English
If f has support contained in a set s, then restricting the measure to s does not change the essential supremum:
Русский
Если поддержка функции f содержится в множество s, то essSup f μ не меняется при ограничении меры на s.
LaTeX
$$$$ \operatorname{ess\,sup}_{\mu|_s} f = \operatorname{ess\,sup}_{\mu} f. $$$$
Lean4
theorem essSup_restrict_eq_of_support_subset {s : Set α} {f : α → ℝ≥0∞} (hsf : f.support ⊆ s) :
essSup f (μ.restrict s) = essSup f μ :=
by
apply le_antisymm (essSup_mono_measure' Measure.restrict_le_self)
apply le_of_forall_lt (fun c hc ↦ ?_)
obtain ⟨d, cd, hd⟩ : ∃ d, c < d ∧ d < essSup f μ := exists_between hc
let t := {x | d < f x}
have A : 0 < (μ.restrict t) t := by
simp only [Measure.restrict_apply_self]
rw [essSup_eq_sInf] at hd
have : d ∉ {a | μ {x | a < f x} = 0} := notMem_of_lt_csInf hd (OrderBot.bddBelow _)
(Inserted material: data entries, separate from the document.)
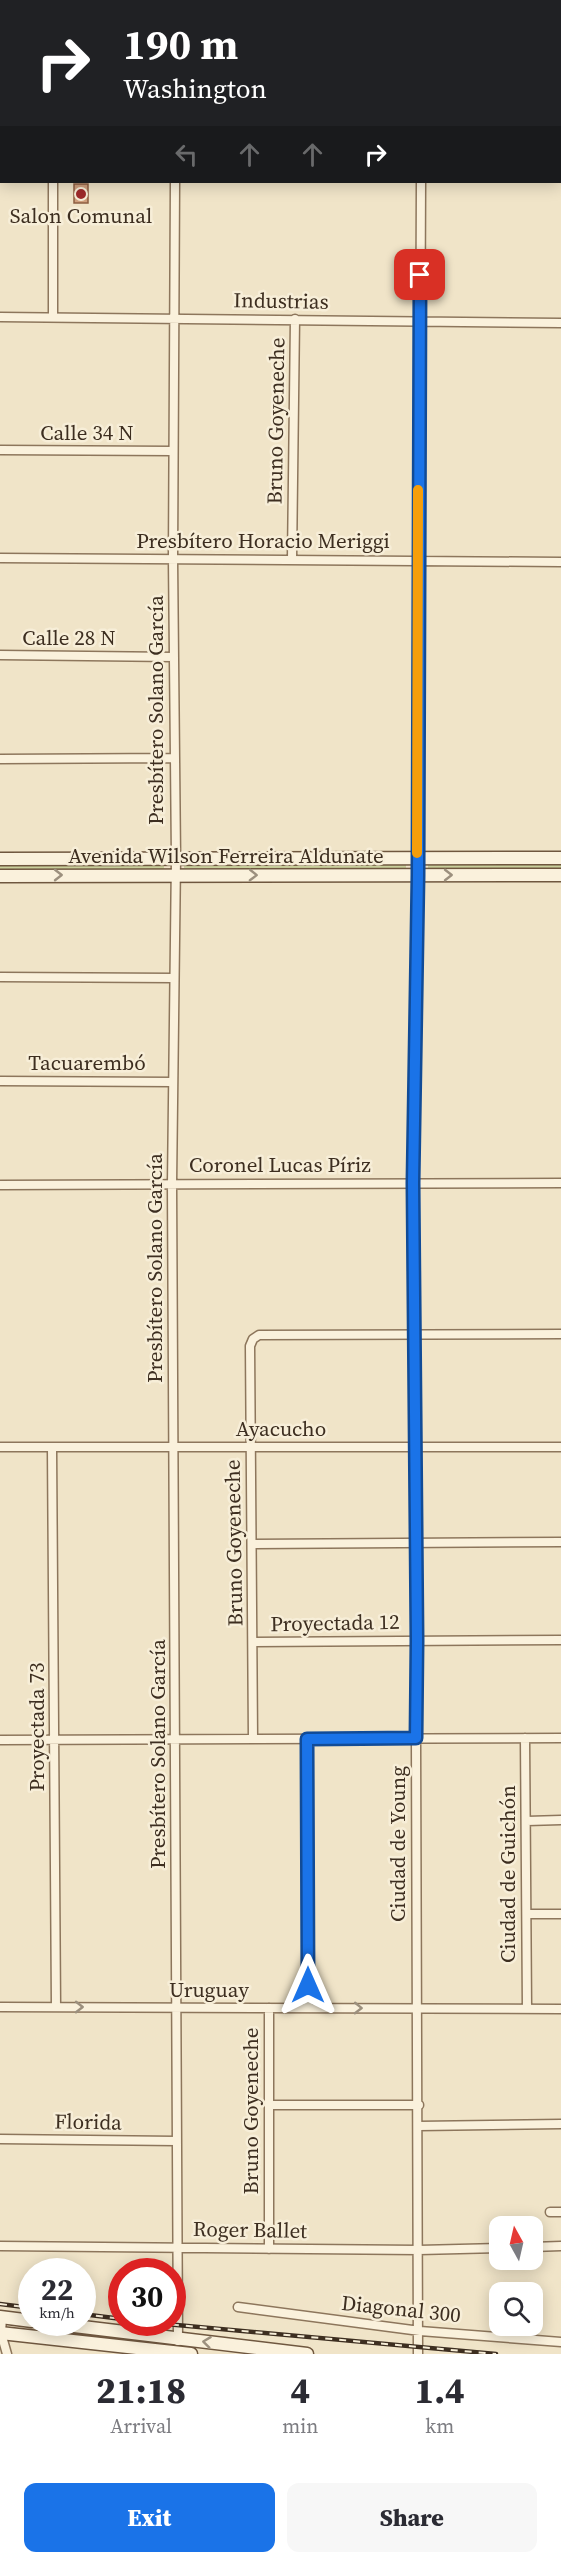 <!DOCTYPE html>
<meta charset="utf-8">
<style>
body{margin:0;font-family:"Source Serif 4",serif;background:#f7f7f7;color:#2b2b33;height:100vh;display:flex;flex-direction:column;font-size:22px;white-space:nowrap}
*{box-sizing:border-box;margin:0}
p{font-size:20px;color:#7c7c81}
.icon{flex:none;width:33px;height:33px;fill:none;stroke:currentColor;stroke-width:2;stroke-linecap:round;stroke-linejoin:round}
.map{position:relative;height:2354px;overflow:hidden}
.details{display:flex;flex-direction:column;background:#fff;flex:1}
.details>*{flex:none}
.hud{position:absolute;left:0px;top:0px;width:561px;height:183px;box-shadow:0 3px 15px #0003;background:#202124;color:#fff;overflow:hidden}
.needle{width:39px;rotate:352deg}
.controls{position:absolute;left:489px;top:2216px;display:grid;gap:12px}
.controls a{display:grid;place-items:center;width:54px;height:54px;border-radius:12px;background:#fff;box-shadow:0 3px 15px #0003;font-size:30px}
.speed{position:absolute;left:18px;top:2258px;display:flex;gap:12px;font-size:30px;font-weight:700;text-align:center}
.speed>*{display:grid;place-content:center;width:78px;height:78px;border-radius:50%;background:#fff;box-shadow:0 3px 15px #0003;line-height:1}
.speed small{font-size:15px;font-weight:400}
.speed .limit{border:9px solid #d22;background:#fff;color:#111}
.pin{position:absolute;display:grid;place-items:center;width:51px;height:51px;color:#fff;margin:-26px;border-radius:12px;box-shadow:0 3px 9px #0006}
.me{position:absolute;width:66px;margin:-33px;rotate:0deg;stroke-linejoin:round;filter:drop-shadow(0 0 4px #0008)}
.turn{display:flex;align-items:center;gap:21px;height:126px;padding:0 24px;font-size:27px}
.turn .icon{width:78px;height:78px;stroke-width:2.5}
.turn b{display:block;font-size:42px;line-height:51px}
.lanes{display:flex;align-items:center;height:57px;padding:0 24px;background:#0003;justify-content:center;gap:30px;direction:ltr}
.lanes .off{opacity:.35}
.eta{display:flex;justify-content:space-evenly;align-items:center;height:102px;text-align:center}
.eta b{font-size:36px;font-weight:800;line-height:42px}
.action{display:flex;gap:12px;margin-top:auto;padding:12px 24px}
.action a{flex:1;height:69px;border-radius:12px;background:#1a73e8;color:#fff;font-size:24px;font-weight:800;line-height:69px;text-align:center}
.action a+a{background:#f7f7f7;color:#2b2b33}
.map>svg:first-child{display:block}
.green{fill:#c9cf9b}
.building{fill:#cf9f7d;stroke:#8d5f41;stroke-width:1.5}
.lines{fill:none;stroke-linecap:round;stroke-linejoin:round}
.street-casing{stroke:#8d765c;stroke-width:11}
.secondary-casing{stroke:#6f573f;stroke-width:15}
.street{stroke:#faf1dc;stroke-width:8}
.secondary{stroke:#faf1dc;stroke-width:12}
.rail-casing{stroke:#3d2e20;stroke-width:4.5}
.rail{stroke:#f7eed8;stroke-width:2;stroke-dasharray:7;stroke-linecap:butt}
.oneway{stroke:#9c907e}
.route-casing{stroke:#114b97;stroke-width:15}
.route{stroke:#1a73e8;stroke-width:10}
.slow{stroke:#f59e0b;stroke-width:10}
.poi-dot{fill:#9e2a2b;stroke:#f7eed8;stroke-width:2}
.labels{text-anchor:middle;stroke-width:5;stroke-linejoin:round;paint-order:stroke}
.poi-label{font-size:21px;fill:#3d2e20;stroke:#f7eed8}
.street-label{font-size:21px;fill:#3d2e20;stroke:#f7eed8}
</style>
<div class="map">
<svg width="561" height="2354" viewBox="0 0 561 2354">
<rect width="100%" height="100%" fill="#f0e4c8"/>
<path class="green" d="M164 862V869L0 870V863Z
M184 862H406V868H184Z
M428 863H561V869H428Z"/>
<path class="building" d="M74 184H88V203H74Z"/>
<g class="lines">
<g class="street-casing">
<path id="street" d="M176 0V2
M423 2V0
M0 78H2
M560 83H561
M53 182V317
M175 182 173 559 176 858 172 1184 178 2341
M0 317 561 323
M0 450 173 451
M0 558 561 562
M292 559 295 319
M0 655 174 657
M0 759 174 758
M0 977 174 978
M0 1081 173 1082
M0 1185 561 1183
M0 1447H561
M52 1448 56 2007
M252 1544 561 1542
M253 1642 561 1640
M525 1738 527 2009
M253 1739 250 1346 253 1339 259 1335 561 1334
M307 1739 308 2008
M0 1740 561 1738
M527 1821 561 1820
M527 1914H561
M0 2007 561 2009
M269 2105H419
M419 2126 561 2124
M0 2139 176 2141
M550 2212H561
M0 2246 419 2250 500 2248
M532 2247 561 2246
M269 2249V2008
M238 2307 420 2331 561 2342
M2 2317 1 2333 7 2354
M418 2354 416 1739 417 1641 413 1183 418 875 421 182"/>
</g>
<g class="secondary-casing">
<path id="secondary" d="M0 859 561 858
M0 876 561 875
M0 2317 32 2321
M41 2322 307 2354
M0 2333 191 2354"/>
</g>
<use href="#street" class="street"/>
<use href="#secondary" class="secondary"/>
<g class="rail-casing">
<path id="rail" d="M0 2304 32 2308
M82 2314 122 2319
M144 2322 496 2354"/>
</g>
<use href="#rail" class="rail"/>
</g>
<defs><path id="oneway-chevron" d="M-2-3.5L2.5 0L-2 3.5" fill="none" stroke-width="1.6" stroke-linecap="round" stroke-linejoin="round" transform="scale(1.5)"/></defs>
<g class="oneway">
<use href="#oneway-chevron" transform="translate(58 875)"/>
<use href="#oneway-chevron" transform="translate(253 875) rotate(1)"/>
<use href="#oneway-chevron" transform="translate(448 875)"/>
<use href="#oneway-chevron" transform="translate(79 2007)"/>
<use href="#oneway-chevron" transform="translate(358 2008) rotate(1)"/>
<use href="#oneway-chevron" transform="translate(207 2342) rotate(-173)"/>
</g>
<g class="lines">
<g class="route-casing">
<path id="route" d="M308 1985 307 1739 416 1738 417 1641 413 1183 418 875 420 275"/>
</g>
<use href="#route" class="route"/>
<path class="slow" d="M417 853 418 490"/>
</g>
<circle class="poi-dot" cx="81" cy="194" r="6"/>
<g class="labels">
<g class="poi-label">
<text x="81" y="223">Salon Comunal</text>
</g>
<g class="street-label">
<text transform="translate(281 301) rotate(1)" y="7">Industrias</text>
<text transform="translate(276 421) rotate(-89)" y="7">Bruno Goyeneche</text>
<text x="87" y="440">Calle 34 N</text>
<text x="263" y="548">Presbítero Horacio Meriggi</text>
<text x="69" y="645">Calle 28 N</text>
<text transform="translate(156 710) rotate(-90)" y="7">Presbítero Solano García</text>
<text x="226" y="863">Avenida Wilson Ferreira Aldunate</text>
<text x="87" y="1070">Tacuarembó</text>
<text x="280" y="1172">Coronel Lucas Píriz</text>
<text transform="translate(155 1268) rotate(-90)" y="7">Presbítero Solano García</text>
<text x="281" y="1436">Ayacucho</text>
<text transform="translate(234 1543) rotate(-91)" y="7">Bruno Goyeneche</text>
<text transform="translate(335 1623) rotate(-1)" y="7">Proyectada 12</text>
<text transform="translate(37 1727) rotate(-90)" y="7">Proyectada 73</text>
<text transform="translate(158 1754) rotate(-90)" y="7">Presbítero Solano García</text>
<text transform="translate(398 1844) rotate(-90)" y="7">Ciudad de Young</text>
<text transform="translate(508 1874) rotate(-90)" y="7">Ciudad de Guichón</text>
<text x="209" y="1997">Uruguay</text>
<text transform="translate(251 2111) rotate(-90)" y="7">Bruno Goyeneche</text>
<text transform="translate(88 2122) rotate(1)" y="7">Florida</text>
<text transform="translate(250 2230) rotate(1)" y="7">Roger Ballet</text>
<text transform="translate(401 2309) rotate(6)" y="7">Diagonal 300</text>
</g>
</g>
</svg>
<div class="controls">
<a><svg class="needle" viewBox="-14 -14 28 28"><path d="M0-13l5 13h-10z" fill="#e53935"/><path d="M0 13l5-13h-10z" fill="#7c7c81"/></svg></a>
<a><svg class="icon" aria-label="search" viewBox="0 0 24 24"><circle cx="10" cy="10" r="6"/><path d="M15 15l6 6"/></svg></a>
</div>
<div class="speed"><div>22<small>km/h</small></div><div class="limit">30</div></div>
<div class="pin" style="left:420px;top:275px;background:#d93025"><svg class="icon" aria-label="arrive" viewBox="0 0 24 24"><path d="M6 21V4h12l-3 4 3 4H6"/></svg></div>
<svg class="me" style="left:308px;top:1985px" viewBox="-20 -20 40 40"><path d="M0-17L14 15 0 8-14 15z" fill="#1a73e8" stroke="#fff" stroke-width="4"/></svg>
<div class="hud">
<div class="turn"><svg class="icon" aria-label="right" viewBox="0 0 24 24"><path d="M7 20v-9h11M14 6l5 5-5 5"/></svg><div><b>190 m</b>Washington</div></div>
<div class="lanes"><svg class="icon off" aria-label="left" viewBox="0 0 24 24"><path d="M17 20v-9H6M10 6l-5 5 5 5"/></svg><svg class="icon off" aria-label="ahead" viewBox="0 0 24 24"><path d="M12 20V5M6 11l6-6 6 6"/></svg><svg class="icon off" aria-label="ahead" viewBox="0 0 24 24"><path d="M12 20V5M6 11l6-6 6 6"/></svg><svg class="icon" aria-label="right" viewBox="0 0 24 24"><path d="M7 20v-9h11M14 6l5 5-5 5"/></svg></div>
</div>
</div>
<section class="details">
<div class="eta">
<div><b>21:18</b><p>Arrival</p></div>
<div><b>4</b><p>min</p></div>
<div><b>1.4</b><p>km</p></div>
</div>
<div class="action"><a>Exit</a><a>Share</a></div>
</section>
exact bot_lt_iff_ne_bot.2 this
have B : 0 < (μ.restrict s) t :=
by
have : μ.restrict t ≤ μ.restrict s := by
apply Measure.restrict_mono _ le_rfl
apply subset_trans _ hsf
intro x (hx : d < f x)
exact (lt_of_le_of_lt bot_le hx).ne'
exact lt_of_lt_of_le A (this _)
apply cd.trans_le
rw [essSup_eq_sInf]
apply le_sInf (fun b hb ↦ ?_)
contrapose! hb
exact ne_of_gt (B.trans_le (measure_mono (fun x hx ↦ hb.trans hx)))